# Total Annihilation!!!!!!!!!!!!!



## dr.dirty (Apr 21, 2011)

Well let me start by saying its never safe to approach your door when one of these is on the porch.........










Apparently my own brotherhood has been plotting against me. I can not express enough what this means to me that you guys did this for me.....

Some of you may not know but word spread fast among the elite that here in a few weeks my wife and I will be welcoming a new baby boy into this world. I am already filled with joy and excitement from having another child in my life. I still cannot believe the magnitude of destruction you guys dropped on me, im truly humbled. Thank you so very much and I owe you all some beers......

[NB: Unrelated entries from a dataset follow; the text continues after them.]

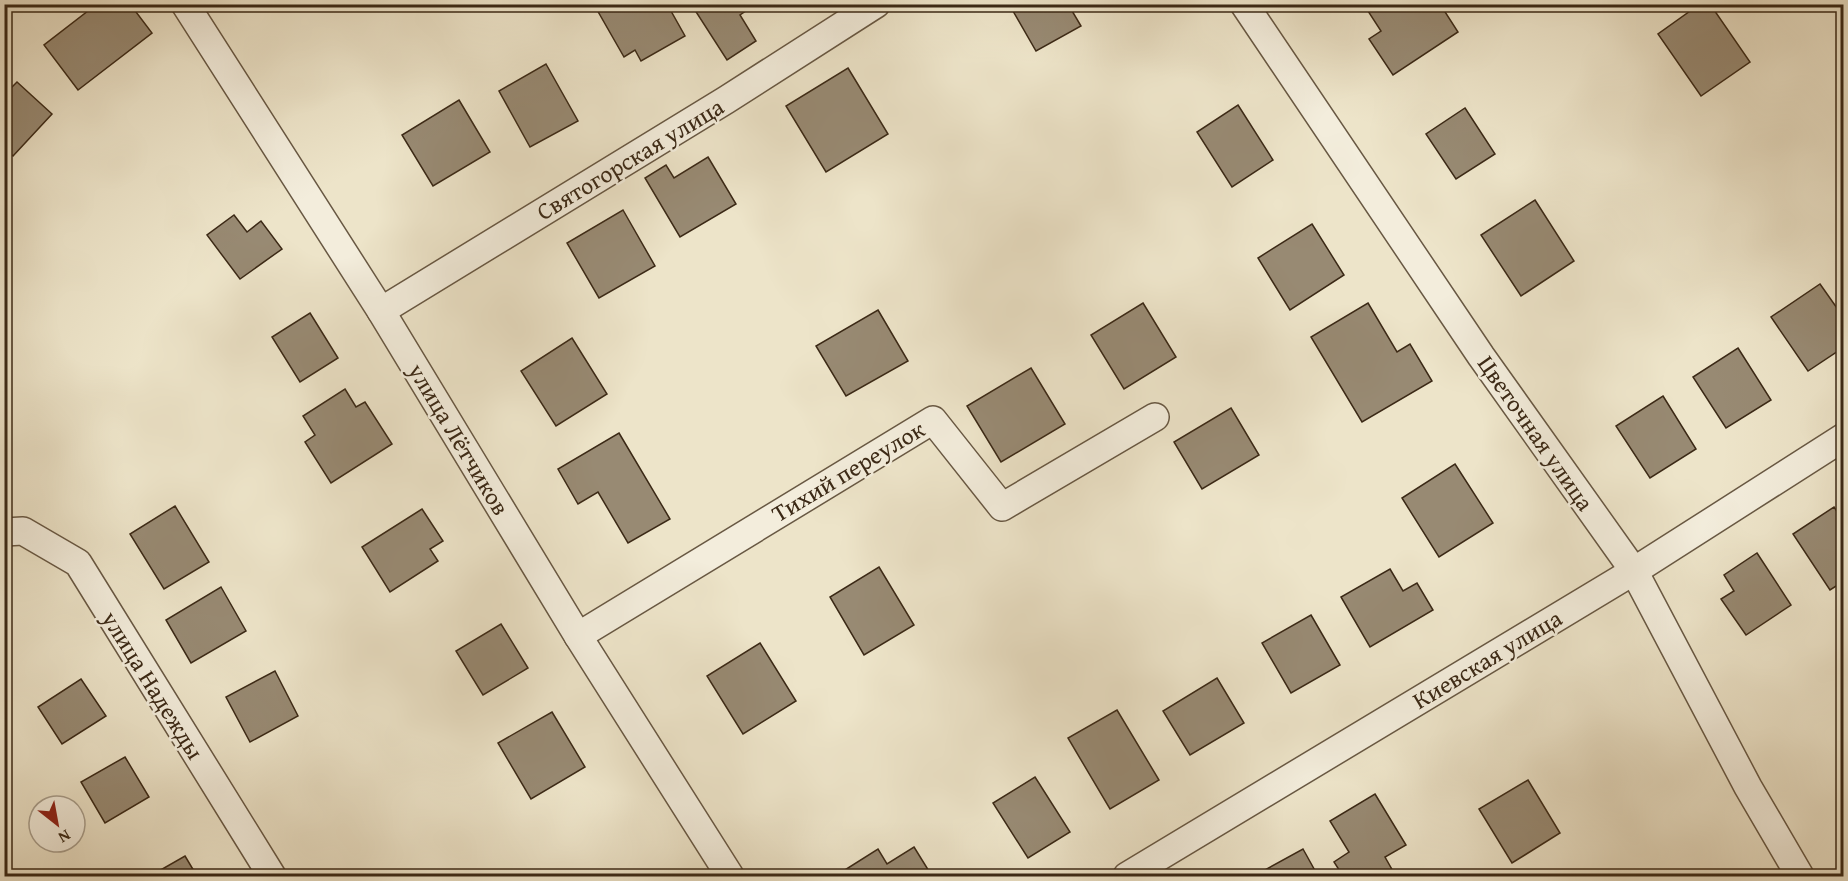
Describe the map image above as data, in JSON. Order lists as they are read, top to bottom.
{
  "streets": {
    "street": [
      "Святогорская улица",
      "Цветочная улица",
      "улица Лётчиков",
      "Тихий переулок",
      "Киевская улица",
      "улица Надежды"
    ]
  },
  "crossings": [
    ["Святогорская улица", "улица Лётчиков"],
    ["Цветочная улица", "Киевская улица"],
    ["улица Лётчиков", "Тихий переулок"]
  ],
  "north": "bottom right"
}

The Herfabomber laid a heavy hit down. Thank you man..... The RyJs will be passed around I can promise you that.... The wife also found a perfect spot in the nursery for baby Zilla



















Hannibal and I are good friends and enjoy a few smokes every day together so to walk into this destruction on my work desk...... Well its just insane.




























ScCalOCMATT Is a heavy hitter and I have yet to meet him in person but the time will come soon and sir I owe you..... There definitely will be a celebration on the day the baby comes. But the real question is how many of these can I smoke in a day LOL......



















Kapathy, you say you dont have the best bombs? I beg to differ you nailed some of my favorites. I look forward to causing some damage in the future. Thank you brother



















Oldmso54 I have only had a few MM's and boy were they great. So you can imagine the reaction I had to unwrap these bad boys.Thank you brother



















Thank you to all my ZK brothers!!!!!!!

The wife said to thank you all for your kind words and generosity.........


----------



## sweater88 (Jul 31, 2011)

Man, your Zk bretheren lit you up...but for a great reason...congrats on the upcoming son, I promise you it will be the best day of your life!


----------



## dr.dirty (Apr 21, 2011)

sweater88 said:


> Man, your Zk bretheren lit you up...but for a great reason...congrats on the upcoming son, I promise you it will be the best day of your life!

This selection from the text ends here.